The two companies announced after the market close Wednesday that they have entered into a non-binding letter of intent for a business combination that would see current ImaSight shareholders own about 65 per cent of the combined company.

"As previously announced, our board of directors and management have been pursuing strategic options to leverage Liponex's assets and resources," Liponex chairman David Evans said in a statement.

"That process has led our board of directors to believe that this proposed business combination with ImaSight is the best opportunity available to the company to maximize value for our shareholders."

Financial terms of the deal were not disclosed, though Liponex said it would acquire all of the issued and outstanding shares of ImaSight through some kind of share purchase arrangement. The combined company would still list on the TSX.

However, only, moments before this possible business combination was announced, the TSX said that it is reviewing Liponex because its trading price and volumes have fallen below minimum listing requirements. The TSX has granted Liponex 120 days to regain compliance. Liponex closed Wednesday's trading session higher at 10.5 cents. Its stock took a big fall last March from a high above $3, following poor trial results for its leading cholesterol drug candidate.

Both companies were among the OBJ's Startups to Watch for 2007, though the fickle winds of fate certainly treated one better than the other.

ImaSight is a six-year-old company that is commercializing a digital X-ray technology designed to replace traditional film-based X-rays and targeted at smaller medical operations and the veterinary market that normally cannot afford full-blown digital systems. ImaSight's technology combines optics, digital signal processing and software.
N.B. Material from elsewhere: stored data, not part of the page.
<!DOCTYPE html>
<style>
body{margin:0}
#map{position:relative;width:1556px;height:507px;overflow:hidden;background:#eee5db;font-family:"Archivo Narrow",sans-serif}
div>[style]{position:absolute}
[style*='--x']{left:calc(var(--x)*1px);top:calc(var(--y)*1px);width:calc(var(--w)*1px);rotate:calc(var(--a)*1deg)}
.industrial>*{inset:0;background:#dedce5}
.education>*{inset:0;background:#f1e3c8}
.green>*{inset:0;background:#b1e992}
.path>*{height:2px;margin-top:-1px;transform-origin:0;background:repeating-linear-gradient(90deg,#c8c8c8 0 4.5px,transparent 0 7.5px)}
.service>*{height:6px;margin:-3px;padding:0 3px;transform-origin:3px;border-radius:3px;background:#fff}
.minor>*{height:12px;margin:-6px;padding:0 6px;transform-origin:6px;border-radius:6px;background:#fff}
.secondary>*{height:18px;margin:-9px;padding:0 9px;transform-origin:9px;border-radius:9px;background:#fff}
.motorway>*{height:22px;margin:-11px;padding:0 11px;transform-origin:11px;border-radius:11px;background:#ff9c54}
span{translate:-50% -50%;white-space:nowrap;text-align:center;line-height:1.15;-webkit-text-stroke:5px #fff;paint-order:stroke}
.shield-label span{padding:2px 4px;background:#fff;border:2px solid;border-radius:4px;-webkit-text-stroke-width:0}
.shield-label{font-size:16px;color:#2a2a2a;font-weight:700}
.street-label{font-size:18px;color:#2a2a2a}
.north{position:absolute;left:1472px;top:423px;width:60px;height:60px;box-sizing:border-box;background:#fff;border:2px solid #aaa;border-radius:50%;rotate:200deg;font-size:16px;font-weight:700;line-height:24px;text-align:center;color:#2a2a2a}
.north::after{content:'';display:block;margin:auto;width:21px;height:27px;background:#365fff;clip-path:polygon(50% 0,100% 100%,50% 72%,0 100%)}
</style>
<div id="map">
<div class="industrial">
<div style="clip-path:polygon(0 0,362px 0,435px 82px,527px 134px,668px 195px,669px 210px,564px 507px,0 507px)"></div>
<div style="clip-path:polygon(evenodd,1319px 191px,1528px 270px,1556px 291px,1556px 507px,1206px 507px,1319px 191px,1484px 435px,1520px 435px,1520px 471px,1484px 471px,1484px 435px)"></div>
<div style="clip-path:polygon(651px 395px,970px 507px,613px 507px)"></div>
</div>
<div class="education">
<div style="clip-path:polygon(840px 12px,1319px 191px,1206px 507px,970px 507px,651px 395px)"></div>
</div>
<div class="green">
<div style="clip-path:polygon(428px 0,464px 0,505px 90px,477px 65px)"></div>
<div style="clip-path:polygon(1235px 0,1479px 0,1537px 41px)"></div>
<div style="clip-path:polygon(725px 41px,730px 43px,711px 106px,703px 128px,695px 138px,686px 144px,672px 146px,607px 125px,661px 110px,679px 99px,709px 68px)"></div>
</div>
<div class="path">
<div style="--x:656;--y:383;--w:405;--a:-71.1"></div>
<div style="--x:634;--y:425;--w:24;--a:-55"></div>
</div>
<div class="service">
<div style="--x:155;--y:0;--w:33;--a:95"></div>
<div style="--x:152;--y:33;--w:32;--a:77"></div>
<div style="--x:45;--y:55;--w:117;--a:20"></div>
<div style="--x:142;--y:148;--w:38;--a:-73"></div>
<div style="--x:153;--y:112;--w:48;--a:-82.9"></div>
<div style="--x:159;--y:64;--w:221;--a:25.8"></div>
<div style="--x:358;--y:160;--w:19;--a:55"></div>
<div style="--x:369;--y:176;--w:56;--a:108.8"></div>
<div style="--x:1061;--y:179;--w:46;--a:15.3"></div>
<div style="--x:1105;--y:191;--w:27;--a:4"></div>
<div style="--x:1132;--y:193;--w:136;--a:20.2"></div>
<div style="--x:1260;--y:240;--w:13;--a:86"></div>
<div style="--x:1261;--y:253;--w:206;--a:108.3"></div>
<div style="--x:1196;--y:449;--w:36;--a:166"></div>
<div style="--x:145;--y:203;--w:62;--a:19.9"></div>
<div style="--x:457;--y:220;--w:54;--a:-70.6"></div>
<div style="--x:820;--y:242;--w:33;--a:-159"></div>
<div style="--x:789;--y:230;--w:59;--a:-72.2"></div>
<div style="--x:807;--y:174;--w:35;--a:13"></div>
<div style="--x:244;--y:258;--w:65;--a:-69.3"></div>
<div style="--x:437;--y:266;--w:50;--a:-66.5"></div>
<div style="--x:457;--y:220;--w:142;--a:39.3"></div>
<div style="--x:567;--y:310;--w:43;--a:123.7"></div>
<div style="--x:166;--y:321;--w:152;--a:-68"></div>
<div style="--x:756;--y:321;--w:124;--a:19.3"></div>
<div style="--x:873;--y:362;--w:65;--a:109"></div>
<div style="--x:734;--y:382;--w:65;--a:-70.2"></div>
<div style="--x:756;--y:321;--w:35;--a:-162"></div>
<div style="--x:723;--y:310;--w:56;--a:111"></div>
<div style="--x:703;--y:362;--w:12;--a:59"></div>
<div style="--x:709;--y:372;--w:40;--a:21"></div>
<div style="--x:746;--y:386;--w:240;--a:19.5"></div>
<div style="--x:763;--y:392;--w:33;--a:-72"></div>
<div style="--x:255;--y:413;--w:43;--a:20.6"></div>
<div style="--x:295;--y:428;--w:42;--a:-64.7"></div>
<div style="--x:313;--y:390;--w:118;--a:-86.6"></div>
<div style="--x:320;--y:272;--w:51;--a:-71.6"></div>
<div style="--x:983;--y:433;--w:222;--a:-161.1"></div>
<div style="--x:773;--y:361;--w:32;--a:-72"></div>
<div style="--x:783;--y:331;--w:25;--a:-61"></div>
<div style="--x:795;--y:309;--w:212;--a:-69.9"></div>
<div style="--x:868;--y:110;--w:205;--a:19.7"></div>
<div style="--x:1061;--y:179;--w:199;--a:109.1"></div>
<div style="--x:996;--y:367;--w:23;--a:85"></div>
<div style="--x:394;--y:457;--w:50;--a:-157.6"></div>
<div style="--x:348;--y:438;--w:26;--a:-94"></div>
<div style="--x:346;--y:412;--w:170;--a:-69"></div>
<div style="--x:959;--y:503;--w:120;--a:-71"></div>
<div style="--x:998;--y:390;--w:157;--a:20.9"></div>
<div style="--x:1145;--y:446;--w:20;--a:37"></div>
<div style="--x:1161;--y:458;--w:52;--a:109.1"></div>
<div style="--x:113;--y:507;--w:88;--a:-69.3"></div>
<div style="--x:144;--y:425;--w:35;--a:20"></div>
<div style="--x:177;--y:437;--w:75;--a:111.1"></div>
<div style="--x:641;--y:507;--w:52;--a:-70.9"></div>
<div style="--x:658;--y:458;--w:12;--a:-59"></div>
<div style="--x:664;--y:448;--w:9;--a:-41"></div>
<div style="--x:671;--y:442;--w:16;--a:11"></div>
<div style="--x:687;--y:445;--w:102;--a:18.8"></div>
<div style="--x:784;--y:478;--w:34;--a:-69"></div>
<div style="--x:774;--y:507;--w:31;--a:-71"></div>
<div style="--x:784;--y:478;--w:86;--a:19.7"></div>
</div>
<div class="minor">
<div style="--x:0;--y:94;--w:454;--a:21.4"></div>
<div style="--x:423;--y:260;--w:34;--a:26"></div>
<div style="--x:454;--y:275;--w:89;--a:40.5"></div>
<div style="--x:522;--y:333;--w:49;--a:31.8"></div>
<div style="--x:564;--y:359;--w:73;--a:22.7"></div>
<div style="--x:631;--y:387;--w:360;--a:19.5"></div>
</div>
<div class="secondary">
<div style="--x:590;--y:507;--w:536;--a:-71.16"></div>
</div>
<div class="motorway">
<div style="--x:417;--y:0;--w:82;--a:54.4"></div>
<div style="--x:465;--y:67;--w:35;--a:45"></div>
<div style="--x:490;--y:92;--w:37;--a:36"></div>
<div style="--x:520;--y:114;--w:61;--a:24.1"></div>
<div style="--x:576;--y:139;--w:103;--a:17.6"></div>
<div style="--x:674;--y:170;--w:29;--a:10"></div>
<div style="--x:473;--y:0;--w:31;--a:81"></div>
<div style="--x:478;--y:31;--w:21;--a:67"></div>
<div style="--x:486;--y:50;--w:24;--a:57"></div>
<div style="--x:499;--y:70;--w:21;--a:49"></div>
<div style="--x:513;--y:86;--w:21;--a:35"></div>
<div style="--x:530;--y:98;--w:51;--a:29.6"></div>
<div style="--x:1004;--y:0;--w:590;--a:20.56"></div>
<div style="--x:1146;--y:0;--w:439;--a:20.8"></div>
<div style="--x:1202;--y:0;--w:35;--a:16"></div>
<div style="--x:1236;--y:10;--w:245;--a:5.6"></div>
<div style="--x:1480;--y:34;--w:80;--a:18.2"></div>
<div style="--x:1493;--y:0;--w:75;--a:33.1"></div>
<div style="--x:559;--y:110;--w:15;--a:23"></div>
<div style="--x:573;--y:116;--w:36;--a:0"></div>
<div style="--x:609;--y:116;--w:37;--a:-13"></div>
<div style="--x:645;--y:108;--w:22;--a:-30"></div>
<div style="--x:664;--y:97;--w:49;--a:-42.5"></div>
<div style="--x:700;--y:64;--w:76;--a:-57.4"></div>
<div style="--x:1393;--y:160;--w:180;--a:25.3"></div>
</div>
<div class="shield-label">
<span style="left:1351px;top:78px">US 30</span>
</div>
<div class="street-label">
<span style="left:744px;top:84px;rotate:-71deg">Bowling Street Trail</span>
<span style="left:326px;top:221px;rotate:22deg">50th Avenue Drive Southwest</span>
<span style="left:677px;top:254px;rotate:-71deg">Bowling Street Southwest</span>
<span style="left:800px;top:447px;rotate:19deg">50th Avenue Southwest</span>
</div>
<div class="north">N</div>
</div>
The product won a warm reception in late 2006 at a major veterinary conference in Florida and a key U.S. patent was obtained last year. By the end of 2007, a surge in demand had made the company cash-flow positive, but also created a bit of a headache.

"Orders are coming in faster than the company's production capacity," CEO John Brooks told the OBJ last month. "Initial sales started in November and the product has received rave reviews regarding its picture quality. Significant industry players, AFP Imaging and Apexx, have switched to the ImaSight sensor and have promoted it in at least five trade shows."

Liponex, however, suffered significant setbacks with its efforts to prove the efficacy of its key product, CRD5 – a drug that increases the amount of high-density lipoprotein (HDL), or "good cholesterol," in patients.

It's a drug with a lot of market potential at a time when poor diet and exercise are driving up rates of heart disease. However, CRD5 took a huge hit last March after the first human trials did not deliver any statistically significant results. Then last month, Liponex discontinued animal trials for a coated version of its drug after no significant effects were observed for CRD5. In other words, the drug doesn't deliver the goods.

The good news is that the problem may be related to the "mini-pig" animals used in the trials rather than a fault with the drug. It's apparently well-acknowledged that there aren't any good HDL animal models, chief executive Bill Dickie said.

However, both companies said Wednesday they remain committed to the CRD5 program and the potential for the drug.

"We are particularly pleased that the combined company will continue the development of the Liponex CRD5 program in dyslipidemia which we continue to believe has potential value in the natural health product arena," Mr. Evans said Wednesday.

"ImaSight is excited about the opportunities this merger brings," added Mr. Brooks. "This will bring additional resources to our marketing and production operations and we share the optimism around the CRD5 program."

The proposed combination of the two companies remains subject to a period of due diligence and still requires the necessary shareholder and regulatory approvals. A successful completion could come as early as April. If the two companies do merge, Mr. Brooks would become CEO of the combined company.